Cpt.Issues said:
I read an article once about biwiring..
Essentially aside from a minor change in impedance by having two low-resistance connectors in parallel there any isolation introduced by biwiring?
The article raised an good point - 'electrons do not readily separate into those participating in high and low frequency signals because this is the choice of paths for them'.
So why biwire? In your collective experiance does it make any perceptible difference?
Let's try and make this easier to understand.
1. The speaker terminal/s on the back of an amplifier are, for a typical modern solid state design, essentially considered a "constant voltage source". That means that the audio voltage present is unaffected by the varying load or impedance of the speaker.
Remember, the impedance of a speaker varies enourmously depending on the frequency. This means that the speaker "draws" more current at specific parts of its frequency range than others. The impedance could vary from as low as 3 ohms to as high as 30 ohms over the audio band.
It is the bass driver that exibits the highest current draw (and presents the lowest impedance)
Familiar with ohms law ?
Your speaker lead has an essentially constant resistance at all audio frequencies and beyond.

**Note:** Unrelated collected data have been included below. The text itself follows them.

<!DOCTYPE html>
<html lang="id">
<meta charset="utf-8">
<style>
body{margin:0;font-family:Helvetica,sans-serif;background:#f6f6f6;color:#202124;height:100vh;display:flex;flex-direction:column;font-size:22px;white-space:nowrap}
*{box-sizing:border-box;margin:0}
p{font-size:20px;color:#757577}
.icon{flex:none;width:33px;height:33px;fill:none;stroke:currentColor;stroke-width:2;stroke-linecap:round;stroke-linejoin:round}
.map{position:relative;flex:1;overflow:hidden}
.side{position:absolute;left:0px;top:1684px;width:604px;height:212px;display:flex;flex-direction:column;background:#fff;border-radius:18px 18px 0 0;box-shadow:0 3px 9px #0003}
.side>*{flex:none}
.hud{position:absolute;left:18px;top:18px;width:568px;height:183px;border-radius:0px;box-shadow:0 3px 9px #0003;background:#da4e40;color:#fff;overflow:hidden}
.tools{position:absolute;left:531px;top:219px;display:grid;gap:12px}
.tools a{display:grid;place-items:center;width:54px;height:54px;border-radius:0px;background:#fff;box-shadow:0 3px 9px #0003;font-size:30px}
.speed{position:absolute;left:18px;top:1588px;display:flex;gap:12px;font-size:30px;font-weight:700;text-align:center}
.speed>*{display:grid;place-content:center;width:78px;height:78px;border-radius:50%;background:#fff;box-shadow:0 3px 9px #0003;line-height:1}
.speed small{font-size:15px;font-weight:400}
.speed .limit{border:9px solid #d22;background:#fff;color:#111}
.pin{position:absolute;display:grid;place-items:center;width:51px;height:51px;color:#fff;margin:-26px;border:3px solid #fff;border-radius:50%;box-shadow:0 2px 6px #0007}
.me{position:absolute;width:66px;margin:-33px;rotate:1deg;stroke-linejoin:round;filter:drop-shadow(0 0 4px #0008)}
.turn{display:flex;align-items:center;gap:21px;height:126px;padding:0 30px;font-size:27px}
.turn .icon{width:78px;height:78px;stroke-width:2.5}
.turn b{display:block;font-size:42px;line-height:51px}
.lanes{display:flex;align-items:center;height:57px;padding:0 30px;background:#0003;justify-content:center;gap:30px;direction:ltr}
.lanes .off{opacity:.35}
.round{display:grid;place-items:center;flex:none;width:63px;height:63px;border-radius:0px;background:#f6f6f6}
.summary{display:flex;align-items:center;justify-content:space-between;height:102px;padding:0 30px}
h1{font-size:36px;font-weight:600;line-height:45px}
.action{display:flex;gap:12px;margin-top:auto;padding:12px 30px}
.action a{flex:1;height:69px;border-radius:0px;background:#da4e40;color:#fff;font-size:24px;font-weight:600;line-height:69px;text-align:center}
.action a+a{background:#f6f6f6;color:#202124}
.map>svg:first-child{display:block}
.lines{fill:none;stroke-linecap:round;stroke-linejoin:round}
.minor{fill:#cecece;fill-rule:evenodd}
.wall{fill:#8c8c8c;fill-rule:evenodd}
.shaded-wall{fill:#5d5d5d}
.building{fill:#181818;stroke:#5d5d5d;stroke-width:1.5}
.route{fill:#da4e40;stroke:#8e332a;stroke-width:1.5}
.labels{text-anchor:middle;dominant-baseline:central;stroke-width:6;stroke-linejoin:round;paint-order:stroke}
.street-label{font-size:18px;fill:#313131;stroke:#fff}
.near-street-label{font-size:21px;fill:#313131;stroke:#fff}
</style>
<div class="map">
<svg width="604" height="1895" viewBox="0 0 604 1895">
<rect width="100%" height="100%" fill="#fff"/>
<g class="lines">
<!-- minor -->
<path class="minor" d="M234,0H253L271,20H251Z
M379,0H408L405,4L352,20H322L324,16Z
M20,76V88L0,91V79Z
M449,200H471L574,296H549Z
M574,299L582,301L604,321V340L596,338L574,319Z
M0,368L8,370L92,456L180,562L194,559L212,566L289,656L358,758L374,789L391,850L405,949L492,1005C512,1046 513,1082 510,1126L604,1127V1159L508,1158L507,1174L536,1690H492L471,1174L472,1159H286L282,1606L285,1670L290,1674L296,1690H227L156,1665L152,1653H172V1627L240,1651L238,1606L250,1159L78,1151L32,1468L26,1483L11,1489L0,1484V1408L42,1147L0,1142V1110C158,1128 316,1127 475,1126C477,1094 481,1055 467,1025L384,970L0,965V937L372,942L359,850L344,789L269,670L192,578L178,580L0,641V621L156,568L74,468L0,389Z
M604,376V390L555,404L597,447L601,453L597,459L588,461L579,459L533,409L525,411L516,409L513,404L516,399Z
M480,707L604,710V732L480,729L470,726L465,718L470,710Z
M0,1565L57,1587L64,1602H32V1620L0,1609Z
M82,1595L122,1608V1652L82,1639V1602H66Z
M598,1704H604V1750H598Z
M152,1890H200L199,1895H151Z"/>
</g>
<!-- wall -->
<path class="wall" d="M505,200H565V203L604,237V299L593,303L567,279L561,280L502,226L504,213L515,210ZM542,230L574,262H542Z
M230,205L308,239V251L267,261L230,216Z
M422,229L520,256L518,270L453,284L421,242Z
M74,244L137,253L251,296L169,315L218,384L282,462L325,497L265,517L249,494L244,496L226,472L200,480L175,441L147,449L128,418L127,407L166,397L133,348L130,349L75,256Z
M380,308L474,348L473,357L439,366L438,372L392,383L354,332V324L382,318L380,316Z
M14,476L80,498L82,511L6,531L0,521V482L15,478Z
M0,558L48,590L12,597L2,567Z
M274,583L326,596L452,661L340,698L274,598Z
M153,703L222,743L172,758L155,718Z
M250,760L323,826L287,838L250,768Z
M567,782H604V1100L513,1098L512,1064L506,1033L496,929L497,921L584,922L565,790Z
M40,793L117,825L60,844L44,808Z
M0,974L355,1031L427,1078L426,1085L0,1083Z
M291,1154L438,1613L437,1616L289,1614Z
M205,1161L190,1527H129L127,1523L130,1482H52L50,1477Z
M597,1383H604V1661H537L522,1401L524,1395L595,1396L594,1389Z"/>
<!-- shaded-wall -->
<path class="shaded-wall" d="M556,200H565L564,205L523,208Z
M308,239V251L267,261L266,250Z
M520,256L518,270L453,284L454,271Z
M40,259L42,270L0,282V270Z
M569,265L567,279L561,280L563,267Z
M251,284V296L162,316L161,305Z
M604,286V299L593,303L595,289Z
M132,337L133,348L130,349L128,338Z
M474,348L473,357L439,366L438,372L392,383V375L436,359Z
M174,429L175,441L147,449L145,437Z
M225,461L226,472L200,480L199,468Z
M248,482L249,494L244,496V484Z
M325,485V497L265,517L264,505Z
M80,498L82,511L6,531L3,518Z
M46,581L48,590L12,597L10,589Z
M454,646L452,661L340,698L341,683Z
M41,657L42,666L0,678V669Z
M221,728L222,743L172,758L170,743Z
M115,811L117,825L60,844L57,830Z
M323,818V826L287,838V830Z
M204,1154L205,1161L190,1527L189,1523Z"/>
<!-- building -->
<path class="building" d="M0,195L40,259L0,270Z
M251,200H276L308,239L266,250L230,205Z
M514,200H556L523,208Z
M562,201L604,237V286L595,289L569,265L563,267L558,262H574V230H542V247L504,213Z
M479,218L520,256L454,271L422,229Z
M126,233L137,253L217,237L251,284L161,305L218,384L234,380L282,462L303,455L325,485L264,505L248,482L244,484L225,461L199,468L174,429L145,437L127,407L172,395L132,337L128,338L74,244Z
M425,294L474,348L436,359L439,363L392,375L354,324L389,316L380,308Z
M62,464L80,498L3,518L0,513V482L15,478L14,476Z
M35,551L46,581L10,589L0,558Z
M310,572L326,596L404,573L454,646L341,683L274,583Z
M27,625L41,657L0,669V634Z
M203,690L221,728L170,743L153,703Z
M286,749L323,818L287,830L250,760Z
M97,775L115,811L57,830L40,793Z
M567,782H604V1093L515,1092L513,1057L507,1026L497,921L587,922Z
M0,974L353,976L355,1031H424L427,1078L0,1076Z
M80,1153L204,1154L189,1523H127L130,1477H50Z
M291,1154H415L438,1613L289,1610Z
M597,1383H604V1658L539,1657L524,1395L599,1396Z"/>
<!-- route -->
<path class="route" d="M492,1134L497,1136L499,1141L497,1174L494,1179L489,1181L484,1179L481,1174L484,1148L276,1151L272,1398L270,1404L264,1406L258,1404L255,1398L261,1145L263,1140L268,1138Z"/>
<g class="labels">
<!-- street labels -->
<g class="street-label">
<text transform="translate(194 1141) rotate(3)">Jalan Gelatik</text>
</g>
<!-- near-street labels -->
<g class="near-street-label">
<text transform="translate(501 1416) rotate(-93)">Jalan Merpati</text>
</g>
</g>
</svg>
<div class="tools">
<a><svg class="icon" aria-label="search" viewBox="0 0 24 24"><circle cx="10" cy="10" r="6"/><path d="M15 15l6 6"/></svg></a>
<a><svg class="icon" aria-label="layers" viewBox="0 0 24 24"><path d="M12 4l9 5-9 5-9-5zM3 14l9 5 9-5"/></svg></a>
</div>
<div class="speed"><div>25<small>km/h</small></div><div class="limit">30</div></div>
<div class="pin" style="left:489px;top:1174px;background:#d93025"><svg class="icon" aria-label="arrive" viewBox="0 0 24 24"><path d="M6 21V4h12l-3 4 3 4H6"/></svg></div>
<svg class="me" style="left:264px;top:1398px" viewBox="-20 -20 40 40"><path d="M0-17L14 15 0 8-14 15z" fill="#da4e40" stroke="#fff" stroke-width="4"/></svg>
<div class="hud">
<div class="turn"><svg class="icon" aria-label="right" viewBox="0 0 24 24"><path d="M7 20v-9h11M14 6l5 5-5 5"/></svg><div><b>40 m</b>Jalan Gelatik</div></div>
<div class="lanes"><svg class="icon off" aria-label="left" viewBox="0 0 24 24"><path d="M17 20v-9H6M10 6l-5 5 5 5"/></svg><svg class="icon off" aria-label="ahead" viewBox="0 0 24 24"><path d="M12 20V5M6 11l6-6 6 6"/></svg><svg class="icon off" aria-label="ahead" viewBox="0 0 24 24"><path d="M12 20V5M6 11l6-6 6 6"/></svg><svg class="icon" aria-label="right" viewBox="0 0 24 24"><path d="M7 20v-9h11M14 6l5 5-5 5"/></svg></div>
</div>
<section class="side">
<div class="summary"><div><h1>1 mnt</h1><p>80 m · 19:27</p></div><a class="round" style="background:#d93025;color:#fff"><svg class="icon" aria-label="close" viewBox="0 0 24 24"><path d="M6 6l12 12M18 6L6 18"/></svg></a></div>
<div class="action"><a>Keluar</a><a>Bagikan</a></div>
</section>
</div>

Your speaker leads "lose" or "drop" some voltage across their length as speaker current flows. The important point is that this voltage drop is not linear because the speaker presents a varying "load" or "impedance" depending on the frequency.
This means that the voltage at the speaker terminals is not a true image of what appears at the amplifier output.
To make this easier to understand imagine a test CD with a frequency sweep from 20 to 20khz and that the amplifier volume control is turned to give say 10 volts rms at the amp output. If the speaker were "just a resistance" of say 8 ohms then the voltage at the speaker would be 10 volts less the voltage lost across the leads due to their resistance. The voltage at the speaker might therefore be only 9 volts but it would be constant with frequency. The only audible effect would be a theoretical reduction in sound level. A real speaker though is anything but a constant resistance, it is a resistance that varies with frequency. So the measured voltage at the speaker now varies depending on frequency of the applied signal and consequent current drawn. That modifies the sound from the speaker. The output of the speaker now depends on frequency to some extent. The big question is whether that is audible or objectionable. For long leads of high resistance (thin wire) it may well be. For short runs of thick cable probably not.
Bi wiring splits the HF and LF signal feeds such that the bass driver of the speaker still draws its large and varying current but now the hf and mid drivers (which draw far far less current) are fed via a separate feed from our "essentially constant voltage" source... our amplifier. So now the critical hf and mid drivers see the accurate voltage present at the amplifier terminals, while the bass driver (which from an audible view is considered less critical) gets a more distorted voltage due to it altering or "modulating" it's own drive voltage.
It is for you by listening to determine whether the change to bi wiring results in a different or better or worse sound.